[Stored data]

━━━━━━━━━━━━━━━━━━━━━━━━━━━━━━

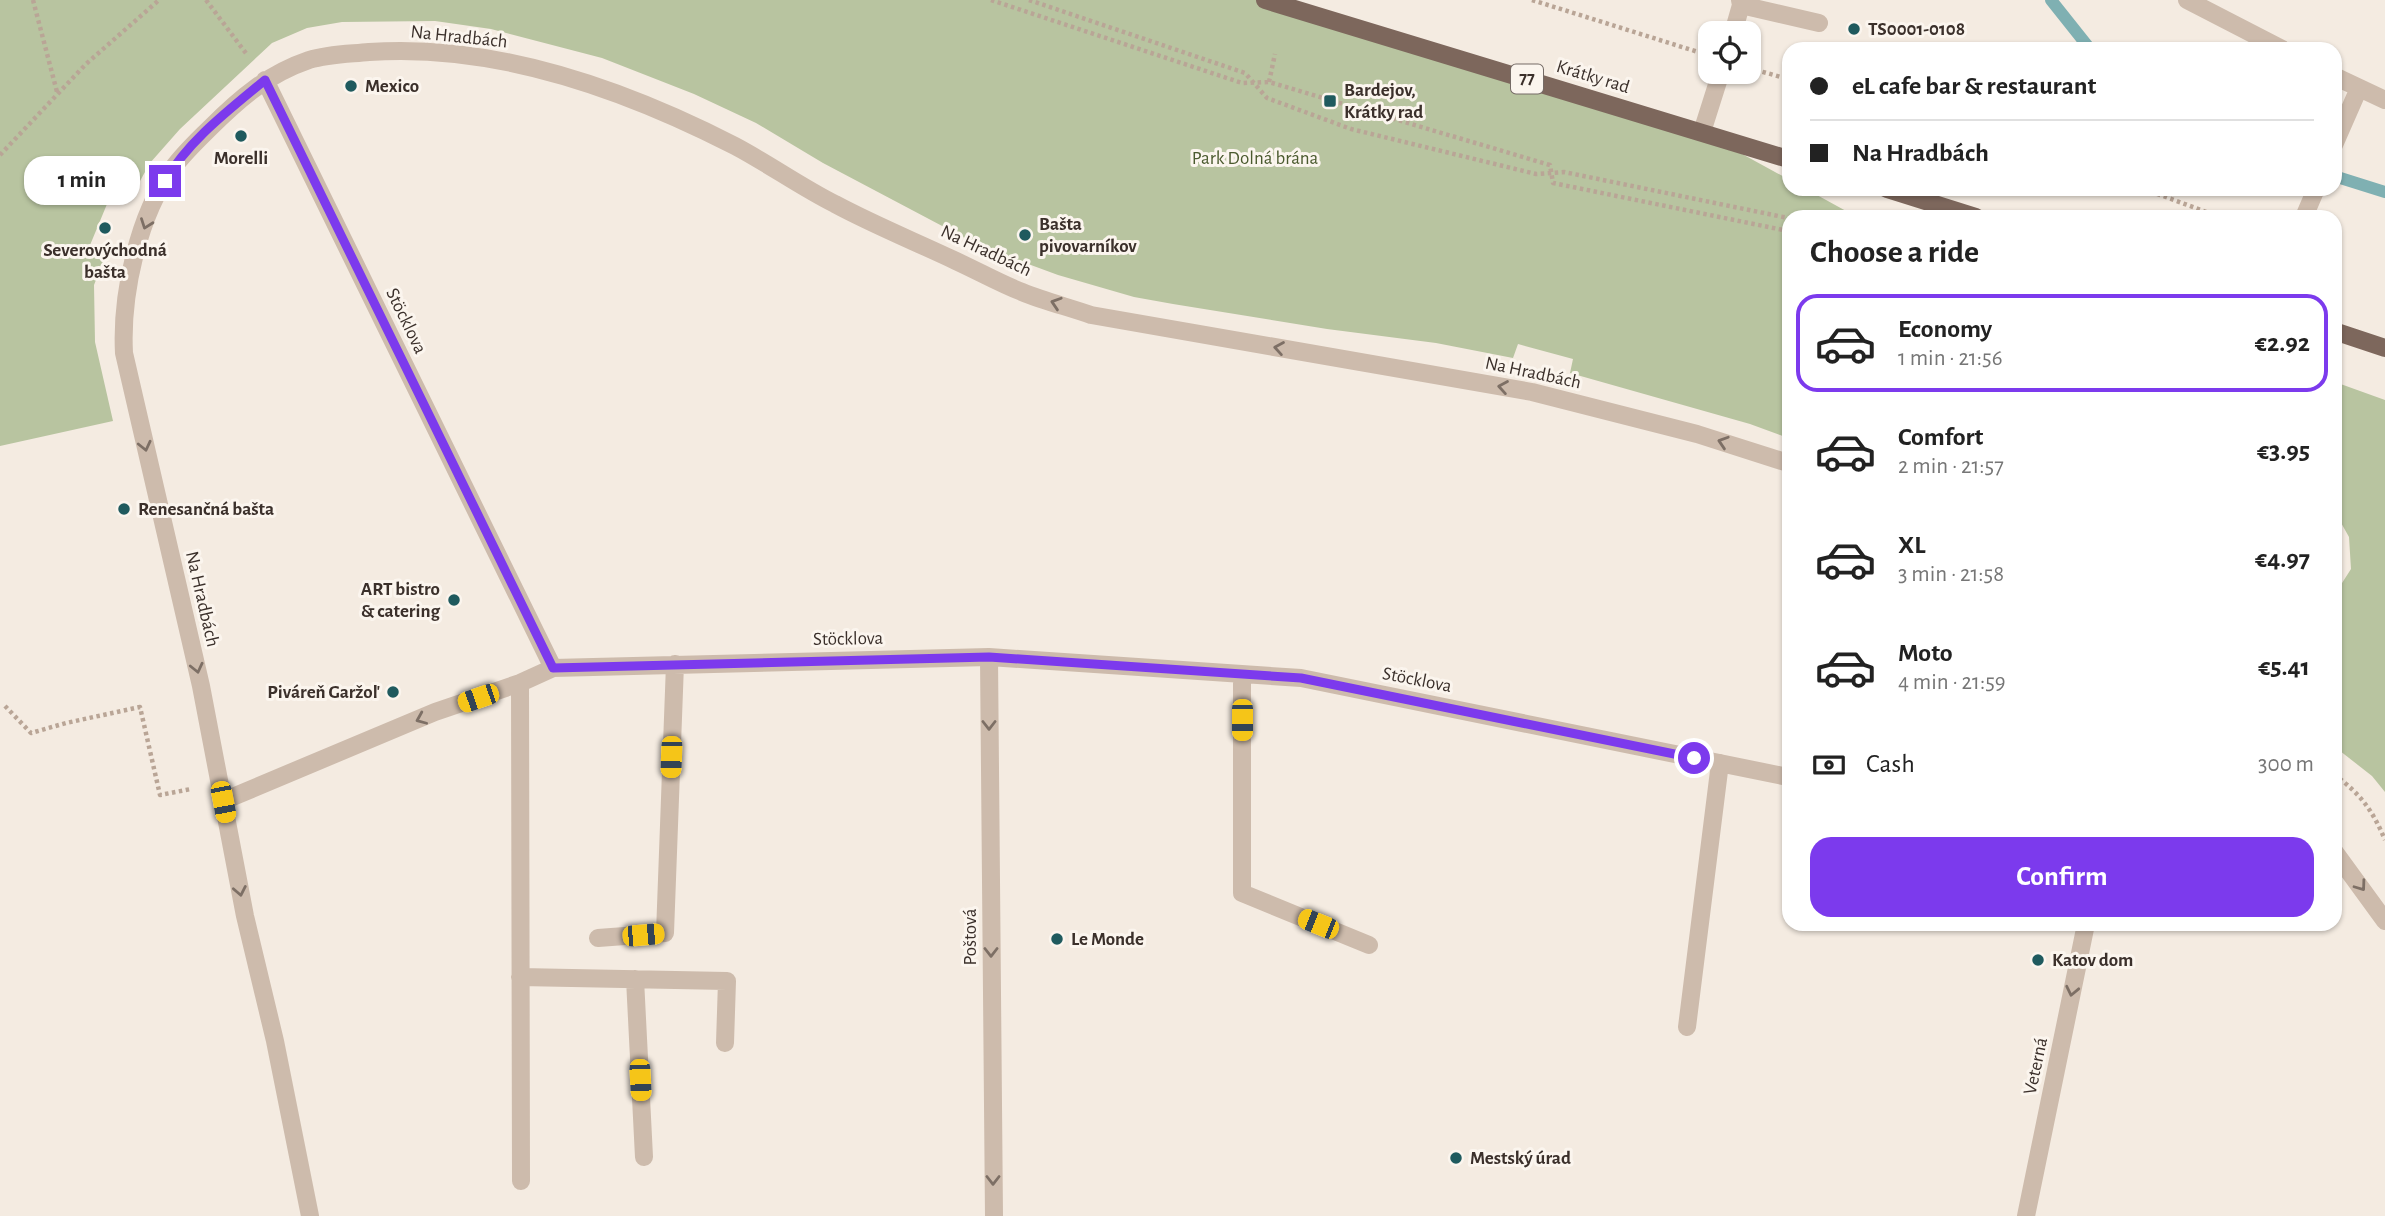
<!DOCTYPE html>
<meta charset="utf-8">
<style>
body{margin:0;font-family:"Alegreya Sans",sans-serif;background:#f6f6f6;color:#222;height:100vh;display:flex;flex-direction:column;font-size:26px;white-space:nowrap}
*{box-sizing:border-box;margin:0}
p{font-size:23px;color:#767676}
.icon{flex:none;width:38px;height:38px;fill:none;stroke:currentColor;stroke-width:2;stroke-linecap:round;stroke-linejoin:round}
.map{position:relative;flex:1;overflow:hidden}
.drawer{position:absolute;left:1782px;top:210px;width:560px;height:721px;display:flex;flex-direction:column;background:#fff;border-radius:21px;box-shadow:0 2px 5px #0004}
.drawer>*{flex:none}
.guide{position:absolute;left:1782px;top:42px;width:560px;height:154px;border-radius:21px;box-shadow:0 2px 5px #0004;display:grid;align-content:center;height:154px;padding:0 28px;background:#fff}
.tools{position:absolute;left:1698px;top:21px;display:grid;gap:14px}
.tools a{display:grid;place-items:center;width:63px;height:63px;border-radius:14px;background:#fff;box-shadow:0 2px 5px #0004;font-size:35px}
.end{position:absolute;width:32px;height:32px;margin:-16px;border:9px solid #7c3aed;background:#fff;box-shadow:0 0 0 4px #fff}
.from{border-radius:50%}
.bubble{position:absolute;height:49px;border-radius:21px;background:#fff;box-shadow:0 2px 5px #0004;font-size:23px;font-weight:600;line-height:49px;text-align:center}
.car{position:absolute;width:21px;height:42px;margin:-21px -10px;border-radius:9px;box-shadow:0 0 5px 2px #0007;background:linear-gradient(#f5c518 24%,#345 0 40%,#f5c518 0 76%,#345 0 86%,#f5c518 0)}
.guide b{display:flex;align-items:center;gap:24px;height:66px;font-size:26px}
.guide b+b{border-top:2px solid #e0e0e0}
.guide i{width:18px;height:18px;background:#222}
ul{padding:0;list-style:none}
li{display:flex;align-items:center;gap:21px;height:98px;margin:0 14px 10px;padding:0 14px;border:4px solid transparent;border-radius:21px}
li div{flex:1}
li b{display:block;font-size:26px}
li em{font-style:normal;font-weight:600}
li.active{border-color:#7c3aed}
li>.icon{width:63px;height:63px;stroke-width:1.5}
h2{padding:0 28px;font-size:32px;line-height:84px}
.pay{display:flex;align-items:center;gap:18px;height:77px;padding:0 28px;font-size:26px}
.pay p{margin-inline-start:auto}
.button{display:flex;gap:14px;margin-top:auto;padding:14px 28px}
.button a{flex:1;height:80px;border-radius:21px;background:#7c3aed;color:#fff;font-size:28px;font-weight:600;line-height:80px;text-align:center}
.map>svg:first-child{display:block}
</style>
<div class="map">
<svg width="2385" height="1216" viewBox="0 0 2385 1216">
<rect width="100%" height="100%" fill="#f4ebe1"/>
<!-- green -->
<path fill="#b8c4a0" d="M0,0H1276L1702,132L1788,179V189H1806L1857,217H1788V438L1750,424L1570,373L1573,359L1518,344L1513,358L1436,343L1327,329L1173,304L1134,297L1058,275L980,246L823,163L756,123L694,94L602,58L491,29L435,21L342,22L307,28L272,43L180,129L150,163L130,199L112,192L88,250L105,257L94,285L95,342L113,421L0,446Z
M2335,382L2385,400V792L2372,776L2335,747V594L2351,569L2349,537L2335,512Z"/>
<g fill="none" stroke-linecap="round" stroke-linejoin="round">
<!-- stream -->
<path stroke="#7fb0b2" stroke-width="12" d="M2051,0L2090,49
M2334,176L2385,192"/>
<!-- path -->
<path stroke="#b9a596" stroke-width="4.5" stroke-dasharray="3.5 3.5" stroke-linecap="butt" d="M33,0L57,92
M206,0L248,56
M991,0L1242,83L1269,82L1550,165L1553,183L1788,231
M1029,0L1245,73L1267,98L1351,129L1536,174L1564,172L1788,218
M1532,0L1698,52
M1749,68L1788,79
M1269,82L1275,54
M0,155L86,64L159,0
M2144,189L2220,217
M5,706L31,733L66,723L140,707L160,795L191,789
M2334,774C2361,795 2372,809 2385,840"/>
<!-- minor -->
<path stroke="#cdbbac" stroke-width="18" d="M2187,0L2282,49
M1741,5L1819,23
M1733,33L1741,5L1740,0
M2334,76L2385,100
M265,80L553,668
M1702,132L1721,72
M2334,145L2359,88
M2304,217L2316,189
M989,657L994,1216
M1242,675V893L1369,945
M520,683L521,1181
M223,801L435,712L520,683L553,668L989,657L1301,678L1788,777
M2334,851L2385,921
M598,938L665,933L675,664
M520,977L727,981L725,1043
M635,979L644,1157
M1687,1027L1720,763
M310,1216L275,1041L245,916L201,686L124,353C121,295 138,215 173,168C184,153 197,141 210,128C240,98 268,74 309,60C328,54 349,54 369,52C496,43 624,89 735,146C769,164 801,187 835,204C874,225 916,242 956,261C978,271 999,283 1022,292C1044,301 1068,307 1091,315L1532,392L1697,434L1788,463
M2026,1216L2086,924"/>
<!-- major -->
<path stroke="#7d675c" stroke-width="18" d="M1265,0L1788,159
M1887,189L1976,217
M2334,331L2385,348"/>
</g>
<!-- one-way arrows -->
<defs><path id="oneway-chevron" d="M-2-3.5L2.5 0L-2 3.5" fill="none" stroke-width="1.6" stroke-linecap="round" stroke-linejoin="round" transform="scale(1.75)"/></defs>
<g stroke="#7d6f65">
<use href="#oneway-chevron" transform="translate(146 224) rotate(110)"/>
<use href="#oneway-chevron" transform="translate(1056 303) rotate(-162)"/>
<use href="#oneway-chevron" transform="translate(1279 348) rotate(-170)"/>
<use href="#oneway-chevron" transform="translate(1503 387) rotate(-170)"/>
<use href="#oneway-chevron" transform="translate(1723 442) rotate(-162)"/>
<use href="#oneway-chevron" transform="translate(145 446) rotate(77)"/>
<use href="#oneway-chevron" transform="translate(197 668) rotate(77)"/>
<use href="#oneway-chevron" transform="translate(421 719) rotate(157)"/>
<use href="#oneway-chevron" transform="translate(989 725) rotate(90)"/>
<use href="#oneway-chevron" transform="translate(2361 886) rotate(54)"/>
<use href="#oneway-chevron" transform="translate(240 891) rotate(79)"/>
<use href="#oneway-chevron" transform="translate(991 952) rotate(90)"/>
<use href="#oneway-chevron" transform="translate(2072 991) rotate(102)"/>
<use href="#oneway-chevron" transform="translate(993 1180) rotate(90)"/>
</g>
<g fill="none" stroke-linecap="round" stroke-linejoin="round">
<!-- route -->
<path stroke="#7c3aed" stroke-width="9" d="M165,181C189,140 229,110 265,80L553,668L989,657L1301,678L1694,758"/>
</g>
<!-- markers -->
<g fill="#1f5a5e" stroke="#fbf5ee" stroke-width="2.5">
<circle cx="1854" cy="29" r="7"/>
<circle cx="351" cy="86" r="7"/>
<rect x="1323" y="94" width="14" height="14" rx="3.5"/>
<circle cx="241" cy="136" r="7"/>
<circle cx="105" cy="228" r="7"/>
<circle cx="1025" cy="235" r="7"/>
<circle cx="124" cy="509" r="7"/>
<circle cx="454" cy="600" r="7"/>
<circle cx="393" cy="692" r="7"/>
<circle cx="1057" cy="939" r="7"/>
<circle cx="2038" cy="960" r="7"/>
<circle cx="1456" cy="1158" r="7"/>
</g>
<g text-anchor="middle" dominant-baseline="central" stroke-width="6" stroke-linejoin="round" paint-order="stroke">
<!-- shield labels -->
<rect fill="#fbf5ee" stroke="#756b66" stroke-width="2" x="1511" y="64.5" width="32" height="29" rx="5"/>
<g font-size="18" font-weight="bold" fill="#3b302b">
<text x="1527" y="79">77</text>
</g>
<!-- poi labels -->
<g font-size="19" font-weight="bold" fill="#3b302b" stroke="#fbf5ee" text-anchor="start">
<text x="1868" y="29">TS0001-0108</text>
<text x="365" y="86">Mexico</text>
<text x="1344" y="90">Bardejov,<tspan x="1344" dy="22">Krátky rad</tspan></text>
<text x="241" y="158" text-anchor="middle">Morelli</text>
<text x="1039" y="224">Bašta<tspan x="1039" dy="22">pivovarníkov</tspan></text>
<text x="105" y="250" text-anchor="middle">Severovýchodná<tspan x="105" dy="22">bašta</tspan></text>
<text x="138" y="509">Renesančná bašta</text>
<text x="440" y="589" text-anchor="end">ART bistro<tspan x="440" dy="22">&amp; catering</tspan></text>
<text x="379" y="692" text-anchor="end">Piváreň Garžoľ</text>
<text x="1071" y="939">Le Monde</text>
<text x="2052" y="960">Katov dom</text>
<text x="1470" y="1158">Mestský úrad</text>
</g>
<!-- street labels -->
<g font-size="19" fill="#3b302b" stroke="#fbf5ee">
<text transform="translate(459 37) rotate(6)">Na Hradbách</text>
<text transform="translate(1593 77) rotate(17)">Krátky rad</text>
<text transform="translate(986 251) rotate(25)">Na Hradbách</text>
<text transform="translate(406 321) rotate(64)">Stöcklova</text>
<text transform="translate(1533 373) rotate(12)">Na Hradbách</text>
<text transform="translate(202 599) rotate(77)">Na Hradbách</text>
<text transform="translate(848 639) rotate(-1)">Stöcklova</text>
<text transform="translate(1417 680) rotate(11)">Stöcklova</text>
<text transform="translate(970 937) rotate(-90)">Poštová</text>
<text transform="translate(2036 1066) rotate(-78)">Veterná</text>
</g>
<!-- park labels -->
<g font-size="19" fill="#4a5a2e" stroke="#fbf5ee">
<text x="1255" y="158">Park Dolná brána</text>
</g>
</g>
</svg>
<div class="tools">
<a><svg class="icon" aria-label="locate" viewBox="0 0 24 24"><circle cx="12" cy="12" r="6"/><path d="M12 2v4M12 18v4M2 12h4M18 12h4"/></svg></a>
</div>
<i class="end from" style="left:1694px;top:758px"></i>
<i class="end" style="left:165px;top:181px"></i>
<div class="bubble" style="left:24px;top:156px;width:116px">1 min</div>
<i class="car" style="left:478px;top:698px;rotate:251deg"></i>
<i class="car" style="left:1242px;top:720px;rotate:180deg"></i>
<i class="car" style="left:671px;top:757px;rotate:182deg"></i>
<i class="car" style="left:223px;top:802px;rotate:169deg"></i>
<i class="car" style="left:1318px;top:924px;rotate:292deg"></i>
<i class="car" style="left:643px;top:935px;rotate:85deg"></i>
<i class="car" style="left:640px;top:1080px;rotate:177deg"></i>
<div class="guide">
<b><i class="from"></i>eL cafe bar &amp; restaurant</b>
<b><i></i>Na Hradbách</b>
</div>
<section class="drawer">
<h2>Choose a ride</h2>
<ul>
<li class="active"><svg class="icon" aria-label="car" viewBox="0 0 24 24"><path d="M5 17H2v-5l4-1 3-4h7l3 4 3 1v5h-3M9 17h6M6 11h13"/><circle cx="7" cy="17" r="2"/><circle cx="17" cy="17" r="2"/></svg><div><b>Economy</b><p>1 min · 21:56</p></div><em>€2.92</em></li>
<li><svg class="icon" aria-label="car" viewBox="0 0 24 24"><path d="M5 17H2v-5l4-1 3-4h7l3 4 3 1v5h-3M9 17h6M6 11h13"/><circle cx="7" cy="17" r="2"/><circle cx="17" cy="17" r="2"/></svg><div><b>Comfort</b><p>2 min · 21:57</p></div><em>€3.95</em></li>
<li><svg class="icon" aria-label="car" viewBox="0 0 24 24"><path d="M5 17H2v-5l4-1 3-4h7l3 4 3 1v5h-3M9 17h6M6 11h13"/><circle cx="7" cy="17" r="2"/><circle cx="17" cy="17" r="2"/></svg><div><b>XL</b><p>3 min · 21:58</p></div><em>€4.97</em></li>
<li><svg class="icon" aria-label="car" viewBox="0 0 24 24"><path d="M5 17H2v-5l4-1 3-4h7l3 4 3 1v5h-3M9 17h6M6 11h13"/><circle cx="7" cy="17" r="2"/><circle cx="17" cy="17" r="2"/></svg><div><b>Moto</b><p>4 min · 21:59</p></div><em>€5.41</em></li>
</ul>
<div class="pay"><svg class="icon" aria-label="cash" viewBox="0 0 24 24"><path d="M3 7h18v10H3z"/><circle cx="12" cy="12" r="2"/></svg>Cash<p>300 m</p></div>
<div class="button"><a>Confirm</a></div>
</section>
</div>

━━━━━━━━━━━━━━━━━━━━━━━━━━━━━━

Check the entries above for the word "grid" and copy every line where it turns up.

Task result
.guide{position:absolute;left:1782px;top:42px;width:560px;height:154px;border-radius:21px;box-shadow:0 2px 5px #0004;display:grid;align-content:center;height:154px;padding:0 28px;background:#fff}
.tools{position:absolute;left:1698px;top:21px;display:grid;gap:14px}
.tools a{display:grid;place-items:center;width:63px;height:63px;border-radius:14px;background:#fff;box-shadow:0 2px 5px #0004;font-size:35px}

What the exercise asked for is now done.